Der Band beansprucht, bisher vernachlässigte interdisziplinäre Vermittlungsarbeit zwischen Historikern und Sozialwissenschaftlern zu leisten. Folgerichtig wird die Einführung der Historiker Matt Perry und Matthias Reiss von Bert Klandermans um eine sozialpsychologische Analyse der Einfluss- und Erfolgsfaktoren sozialer Bewegungen ergänzt. Die Problematik von Arbeitslosenbewegungen sieht Klandermans in ihrer schmalen und prekären Akteursbasis. Betroffene würden Arbeitslosigkeit als Durchgangsstadium begreifen, das sie so schnell wie möglich wieder verlassen möchten.

Die erste von drei chronologisch sortierten Sektionen summiert die Beiträge von Matthias Reiss und Margrit Schulte Beerbühl zu Arbeitslosenprotesten im 19. Jahrhundert. Während Matthias Reiss den Wandel der Arbeitslosigkeit vom Wohlfahrtsproblem zum Politikum am Ende des 19. Jahrhunderts anhand der von protestierenden Arbeitslosen entfachten Unruhen im Londoner West End 1886 ausführt, widmet sich Margrit Schulte Beerbühl den Gründen für das Scheitern des Protestmarsches von Webern (march of the blanketeers) von Manchester nach London im März 1817. Sie betont überzeugend die historische Relevanz des bisher von der historischen Forschung vernachlässigten Ereignisses. Leider bleibt ungeklärt, warum dieser Protest aus den Anfangszeiten der organisierten Arbeiterbewegung als ein Protest von Arbeitslosen oder ein Protest im Kontext von Arbeitslosigkeit zu deuten ist.

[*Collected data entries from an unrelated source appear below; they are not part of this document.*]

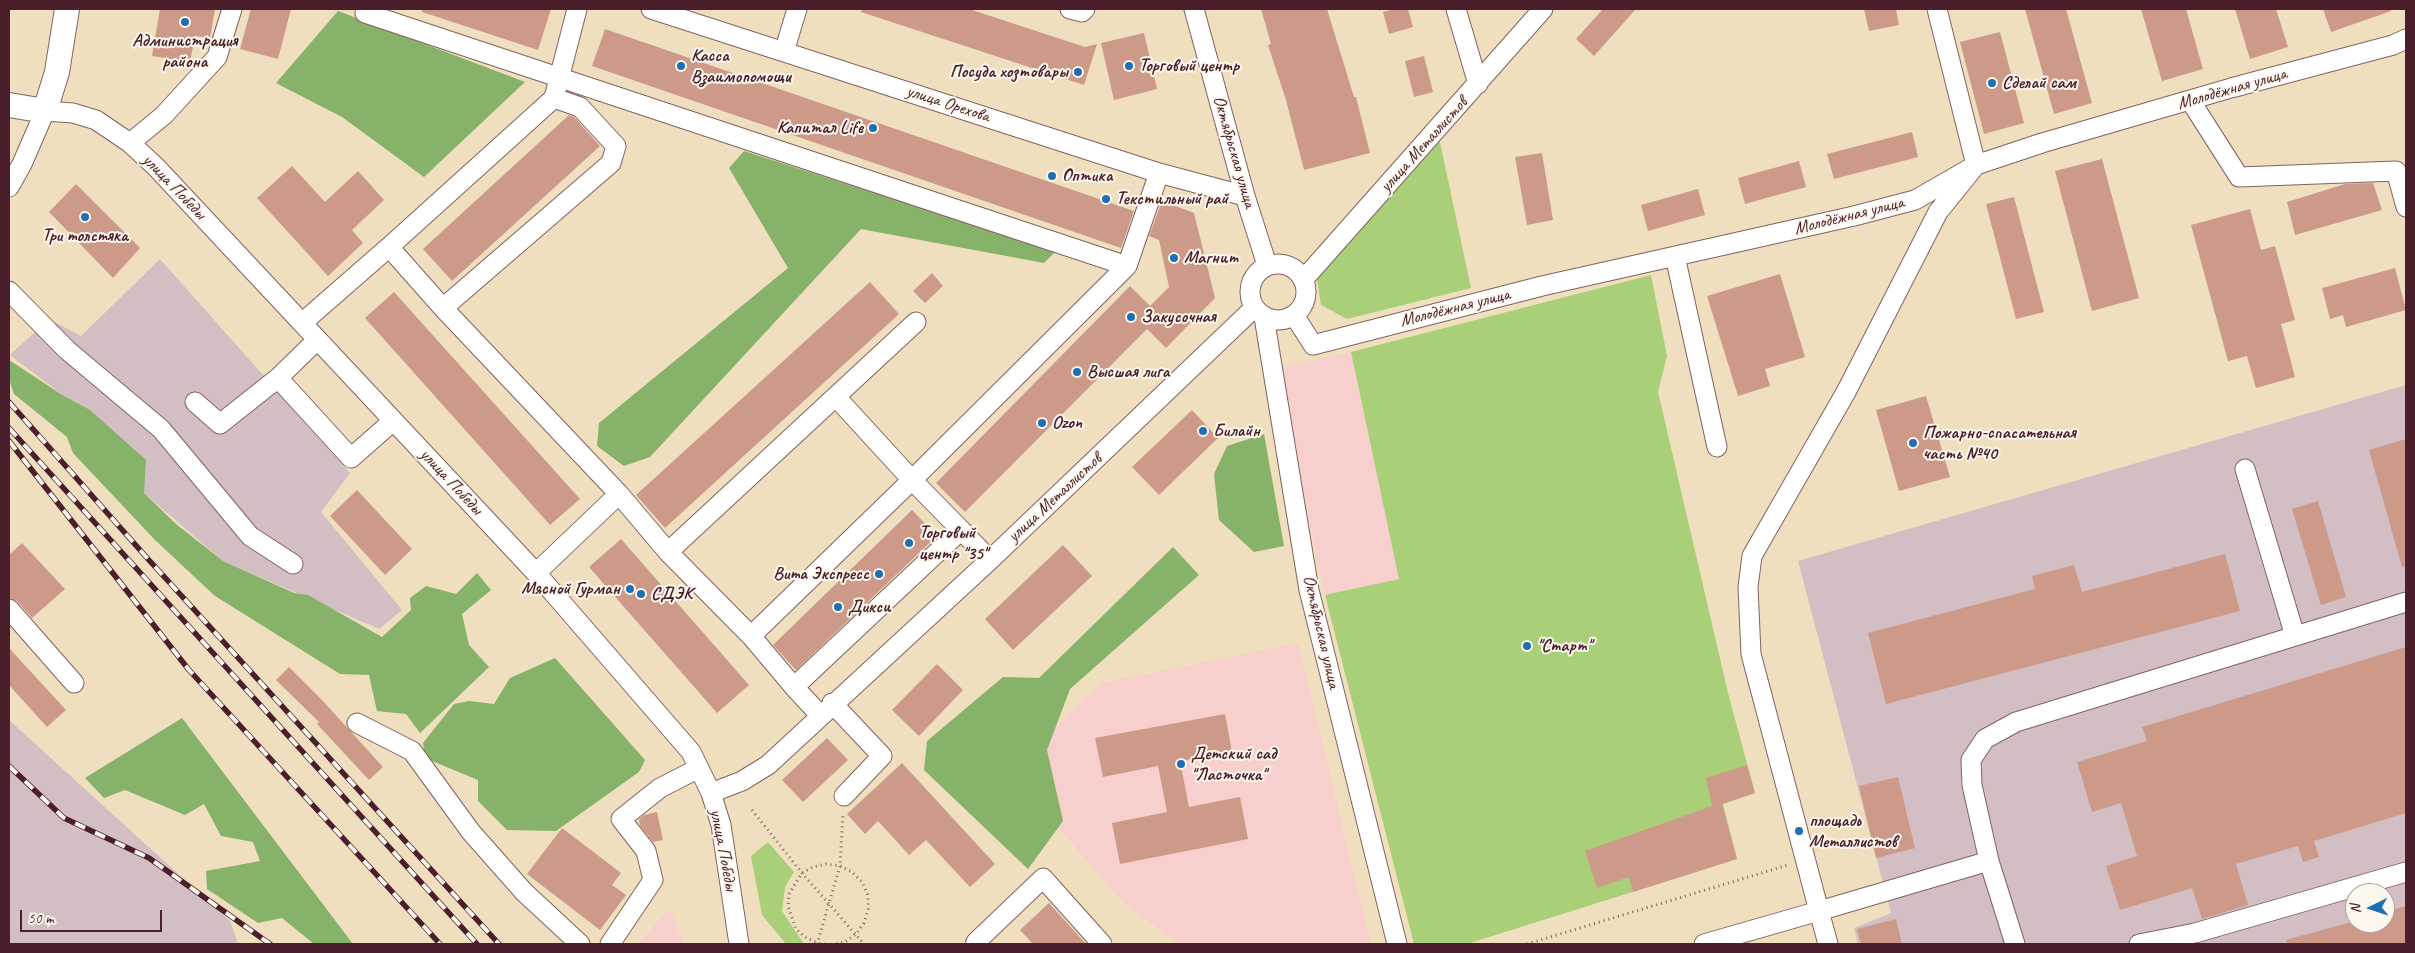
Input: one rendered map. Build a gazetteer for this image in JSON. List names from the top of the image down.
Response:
{
  "streets": {
    "street": [
      "Молодёжная улица",
      "улица Орехова",
      "улица Металлистов",
      "Октябрьская улица",
      "улица Победы"
    ]
  },
  "crossings": [
    ["Молодёжная улица", "улица Металлистов"],
    ["Молодёжная улица", "Октябрьская улица"],
    ["улица Орехова", "Октябрьская улица"],
    ["улица Металлистов", "Октябрьская улица"],
    ["улица Металлистов", "улица Победы"]
  ],
  "places": [
    "Администрация района",
    "Касса Взаимопомощи",
    "Торговый центр",
    "Посуда хозтовары",
    "Сделай сам",
    "Капитал Life",
    "Оптика",
    "Текстильный рай",
    "Три толстяка",
    "Магнит",
    "Закусочная",
    "Высшая лига",
    "Ozon",
    "Билайн",
    "Пожарно-спасательная часть №40",
    "Торговый центр \"35\"",
    "Вита Экспресс",
    "Мясной Гурман",
    "СДЭК",
    "Дикси",
    "\"Старт\"",
    "Детский сад \"Ласточка\"",
    "площадь Металлистов"
  ],
  "scale_bar": "50 m",
  "north": "left"
}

Die zweite chronologische Sektion zu Arbeitslosenprotesten in der Zwischenkriegszeit ist etwas euphemistisch als „Golden Age“ der Arbeitslosenbewegungen überschrieben, verdeutlicht aber in der Tat mit einer Ausweitung des Untersuchungsraums auf die USA und Palästina die globale Dimension des Phänomens in dieser Epoche. Jeannette Gabriel untersucht die Proteste von Arbeitslosen in den Jahren des New Deal in den USA. Alex Zukas betont den Erfolg der kommunistischen Parteien in der Organisation von Arbeitslosen in den Endjahren der Weimarer Republik. Ohne Lobby agierten hingegen protestierende polnische Arbeitslose in den Kohlerevieren Nordfrankreichs 1934, wie Philip H. Slaby zeigen kann. Die Situation dieser Minderheit verschlechterte sich in Folge verschärfter Ausweisungspolitiken der konservativen Regierungen von 1934 und 1935, bevor der Arbeitskräftebedarf in den späten 1930er-Jahren wiederum das Blatt wendete. Nationale Argumente bestimmten die Arbeitslosenproteste, laut David de Vries und Shani Bar-On, in Palästina in den Jahren 1917–1947. Dort war Arbeitslosigkeit ein gravierendes Problem, die Vertretung der Interessen von Arbeitslosen hingegen bis in die 1940er-Jahre hinein überlagert von differierenden nationalen Interessen jüdischer Einwanderer und arabischer Bevölkerung. Eine kooperative Politisierung beider Gruppen unter dem Banner von Arbeitslosigkeit gelang nur temporär nach dem Ende des Zweiten Weltkriegs und aufgrund der Entlassungswelle des britischen Mandatsträgers.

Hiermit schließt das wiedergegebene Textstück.